▸ What to work on
Repeat back the listing below, word for word and in full.
Data segment Start Marker
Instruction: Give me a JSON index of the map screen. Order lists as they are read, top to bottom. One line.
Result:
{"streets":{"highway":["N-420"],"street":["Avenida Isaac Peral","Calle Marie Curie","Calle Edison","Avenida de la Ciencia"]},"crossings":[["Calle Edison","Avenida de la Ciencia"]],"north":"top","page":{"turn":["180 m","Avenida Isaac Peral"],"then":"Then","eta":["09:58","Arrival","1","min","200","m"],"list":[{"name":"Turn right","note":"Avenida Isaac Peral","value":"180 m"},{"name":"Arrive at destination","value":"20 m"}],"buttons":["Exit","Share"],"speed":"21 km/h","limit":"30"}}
Data segment End Marker
▸ Solution to this exercise
Instruction: Give me a JSON index of the map screen. Order lists as they are read, top to bottom. One line.
Result:
{"streets":{"highway":["N-420"],"street":["Avenida Isaac Peral","Calle Marie Curie","Calle Edison","Avenida de la Ciencia"]},"crossings":[["Calle Edison","Avenida de la Ciencia"]],"north":"top","page":{"turn":["180 m","Avenida Isaac Peral"],"then":"Then","eta":["09:58","Arrival","1","min","200","m"],"list":[{"name":"Turn right","note":"Avenida Isaac Peral","value":"180 m"},{"name":"Arrive at destination","value":"20 m"}],"buttons":["Exit","Share"],"speed":"21 km/h","limit":"30"}}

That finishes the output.